* Stored data entries:
▶
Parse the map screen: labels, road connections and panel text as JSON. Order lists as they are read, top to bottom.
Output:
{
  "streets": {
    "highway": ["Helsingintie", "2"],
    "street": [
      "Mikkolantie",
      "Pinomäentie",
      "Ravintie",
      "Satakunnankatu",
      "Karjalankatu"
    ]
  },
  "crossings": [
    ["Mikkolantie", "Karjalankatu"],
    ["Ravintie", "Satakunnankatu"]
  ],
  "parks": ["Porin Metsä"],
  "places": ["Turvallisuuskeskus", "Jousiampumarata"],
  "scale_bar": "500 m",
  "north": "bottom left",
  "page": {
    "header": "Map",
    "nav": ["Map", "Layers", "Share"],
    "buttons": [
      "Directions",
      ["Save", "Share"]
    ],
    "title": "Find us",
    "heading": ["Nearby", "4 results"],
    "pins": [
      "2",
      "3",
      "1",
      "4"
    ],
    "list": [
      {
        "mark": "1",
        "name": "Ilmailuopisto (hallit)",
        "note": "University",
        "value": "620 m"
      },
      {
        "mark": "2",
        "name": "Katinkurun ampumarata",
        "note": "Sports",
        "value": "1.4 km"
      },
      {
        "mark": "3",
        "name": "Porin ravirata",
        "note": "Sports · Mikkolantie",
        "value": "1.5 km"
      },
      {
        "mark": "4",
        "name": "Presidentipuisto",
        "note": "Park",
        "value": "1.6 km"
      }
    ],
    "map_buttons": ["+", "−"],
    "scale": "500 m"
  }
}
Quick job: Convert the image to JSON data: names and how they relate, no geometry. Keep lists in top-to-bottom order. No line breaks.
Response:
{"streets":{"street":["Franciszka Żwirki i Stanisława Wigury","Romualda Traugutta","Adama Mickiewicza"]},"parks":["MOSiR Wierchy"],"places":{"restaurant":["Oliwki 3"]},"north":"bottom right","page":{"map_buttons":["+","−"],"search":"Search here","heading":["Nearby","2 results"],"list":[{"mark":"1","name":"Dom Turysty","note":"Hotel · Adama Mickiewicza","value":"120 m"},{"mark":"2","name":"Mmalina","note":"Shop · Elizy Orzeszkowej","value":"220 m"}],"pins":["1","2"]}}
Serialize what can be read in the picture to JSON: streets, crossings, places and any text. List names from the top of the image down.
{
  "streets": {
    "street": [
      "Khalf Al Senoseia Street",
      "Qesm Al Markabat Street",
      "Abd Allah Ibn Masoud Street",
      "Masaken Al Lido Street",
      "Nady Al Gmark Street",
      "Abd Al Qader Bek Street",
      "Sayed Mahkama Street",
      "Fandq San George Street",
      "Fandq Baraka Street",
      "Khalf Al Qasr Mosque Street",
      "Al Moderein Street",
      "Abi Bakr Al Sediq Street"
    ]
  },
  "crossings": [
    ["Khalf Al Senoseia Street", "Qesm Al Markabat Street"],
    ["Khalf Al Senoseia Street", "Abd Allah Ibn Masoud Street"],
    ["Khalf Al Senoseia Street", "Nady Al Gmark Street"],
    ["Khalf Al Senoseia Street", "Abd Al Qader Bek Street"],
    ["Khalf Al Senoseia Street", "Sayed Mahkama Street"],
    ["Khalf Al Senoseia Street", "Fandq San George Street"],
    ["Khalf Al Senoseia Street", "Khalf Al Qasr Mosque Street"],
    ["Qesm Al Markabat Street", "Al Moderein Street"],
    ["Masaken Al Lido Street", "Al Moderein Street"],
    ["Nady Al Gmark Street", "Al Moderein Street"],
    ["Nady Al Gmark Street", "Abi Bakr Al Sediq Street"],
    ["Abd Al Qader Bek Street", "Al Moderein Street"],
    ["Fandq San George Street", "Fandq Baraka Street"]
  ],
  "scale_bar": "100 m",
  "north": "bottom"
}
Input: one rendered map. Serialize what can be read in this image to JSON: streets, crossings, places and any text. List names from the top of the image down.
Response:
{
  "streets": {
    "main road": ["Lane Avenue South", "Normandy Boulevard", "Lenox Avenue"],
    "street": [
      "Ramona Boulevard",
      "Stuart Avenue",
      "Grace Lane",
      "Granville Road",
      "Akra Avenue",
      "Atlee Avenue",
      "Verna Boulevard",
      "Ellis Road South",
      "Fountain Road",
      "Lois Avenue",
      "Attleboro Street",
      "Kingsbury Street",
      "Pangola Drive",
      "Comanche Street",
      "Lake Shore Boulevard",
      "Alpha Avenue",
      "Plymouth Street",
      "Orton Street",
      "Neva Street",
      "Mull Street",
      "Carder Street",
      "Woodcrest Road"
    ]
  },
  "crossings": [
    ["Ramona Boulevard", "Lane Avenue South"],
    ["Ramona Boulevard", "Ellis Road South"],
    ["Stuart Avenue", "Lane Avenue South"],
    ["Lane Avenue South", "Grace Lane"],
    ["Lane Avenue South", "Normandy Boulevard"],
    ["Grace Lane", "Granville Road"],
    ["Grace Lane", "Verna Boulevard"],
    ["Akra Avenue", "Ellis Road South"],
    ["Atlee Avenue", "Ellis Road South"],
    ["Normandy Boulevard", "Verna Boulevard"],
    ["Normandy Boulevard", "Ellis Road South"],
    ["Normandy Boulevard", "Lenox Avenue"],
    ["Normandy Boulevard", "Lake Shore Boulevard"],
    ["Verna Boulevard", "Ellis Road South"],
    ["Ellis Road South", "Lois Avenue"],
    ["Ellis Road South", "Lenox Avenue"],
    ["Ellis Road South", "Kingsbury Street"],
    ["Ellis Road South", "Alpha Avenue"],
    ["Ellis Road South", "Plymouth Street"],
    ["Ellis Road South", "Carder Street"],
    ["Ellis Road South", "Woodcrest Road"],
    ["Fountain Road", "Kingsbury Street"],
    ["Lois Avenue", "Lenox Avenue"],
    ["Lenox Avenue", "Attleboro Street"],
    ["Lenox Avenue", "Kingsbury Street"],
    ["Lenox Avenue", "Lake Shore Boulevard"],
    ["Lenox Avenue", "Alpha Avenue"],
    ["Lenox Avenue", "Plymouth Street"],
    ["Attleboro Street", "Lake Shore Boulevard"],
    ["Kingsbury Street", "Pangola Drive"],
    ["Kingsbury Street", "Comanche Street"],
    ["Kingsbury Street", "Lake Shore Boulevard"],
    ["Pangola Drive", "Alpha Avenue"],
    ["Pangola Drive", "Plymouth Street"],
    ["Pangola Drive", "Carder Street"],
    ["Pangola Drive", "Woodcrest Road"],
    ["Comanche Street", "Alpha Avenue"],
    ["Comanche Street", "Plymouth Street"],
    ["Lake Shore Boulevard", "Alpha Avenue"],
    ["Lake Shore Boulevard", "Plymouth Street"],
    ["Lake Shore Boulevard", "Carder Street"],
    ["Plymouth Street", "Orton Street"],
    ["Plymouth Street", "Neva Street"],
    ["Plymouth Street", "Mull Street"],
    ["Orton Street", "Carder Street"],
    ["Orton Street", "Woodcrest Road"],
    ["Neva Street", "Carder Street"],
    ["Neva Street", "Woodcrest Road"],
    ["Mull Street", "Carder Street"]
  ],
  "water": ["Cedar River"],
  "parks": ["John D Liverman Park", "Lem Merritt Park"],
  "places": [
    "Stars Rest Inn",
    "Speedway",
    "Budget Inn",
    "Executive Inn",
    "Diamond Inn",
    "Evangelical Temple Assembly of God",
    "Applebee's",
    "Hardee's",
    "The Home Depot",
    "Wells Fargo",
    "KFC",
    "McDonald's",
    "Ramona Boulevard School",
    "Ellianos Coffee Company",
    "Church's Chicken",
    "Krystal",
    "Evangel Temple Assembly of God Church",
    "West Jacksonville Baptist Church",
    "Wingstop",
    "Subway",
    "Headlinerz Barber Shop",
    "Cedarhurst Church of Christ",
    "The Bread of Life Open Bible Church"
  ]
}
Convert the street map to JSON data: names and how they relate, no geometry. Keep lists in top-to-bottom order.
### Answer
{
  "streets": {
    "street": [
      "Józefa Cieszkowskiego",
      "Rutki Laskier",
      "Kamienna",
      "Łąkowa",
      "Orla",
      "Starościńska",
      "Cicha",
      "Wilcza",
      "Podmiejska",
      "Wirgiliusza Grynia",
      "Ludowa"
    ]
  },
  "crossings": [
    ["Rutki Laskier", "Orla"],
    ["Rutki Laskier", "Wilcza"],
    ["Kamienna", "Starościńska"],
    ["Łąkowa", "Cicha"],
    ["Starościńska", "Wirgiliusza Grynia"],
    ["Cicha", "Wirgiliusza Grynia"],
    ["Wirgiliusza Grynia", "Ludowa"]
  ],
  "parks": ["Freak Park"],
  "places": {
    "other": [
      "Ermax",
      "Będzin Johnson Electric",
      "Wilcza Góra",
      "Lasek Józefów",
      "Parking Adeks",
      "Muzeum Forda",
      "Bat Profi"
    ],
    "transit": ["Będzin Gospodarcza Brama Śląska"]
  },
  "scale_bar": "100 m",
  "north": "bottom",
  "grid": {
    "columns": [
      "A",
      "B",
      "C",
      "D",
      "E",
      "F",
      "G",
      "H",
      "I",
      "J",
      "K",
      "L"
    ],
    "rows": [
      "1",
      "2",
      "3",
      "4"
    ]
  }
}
◀
* DIRECTIONS: Find all lines holding the word "Masaken" in the records above and copy them.

* SOLUTION TO THE PROBLEM:
      "Masaken Al Lido Street",
    ["Masaken Al Lido Street", "Al Moderein Street"],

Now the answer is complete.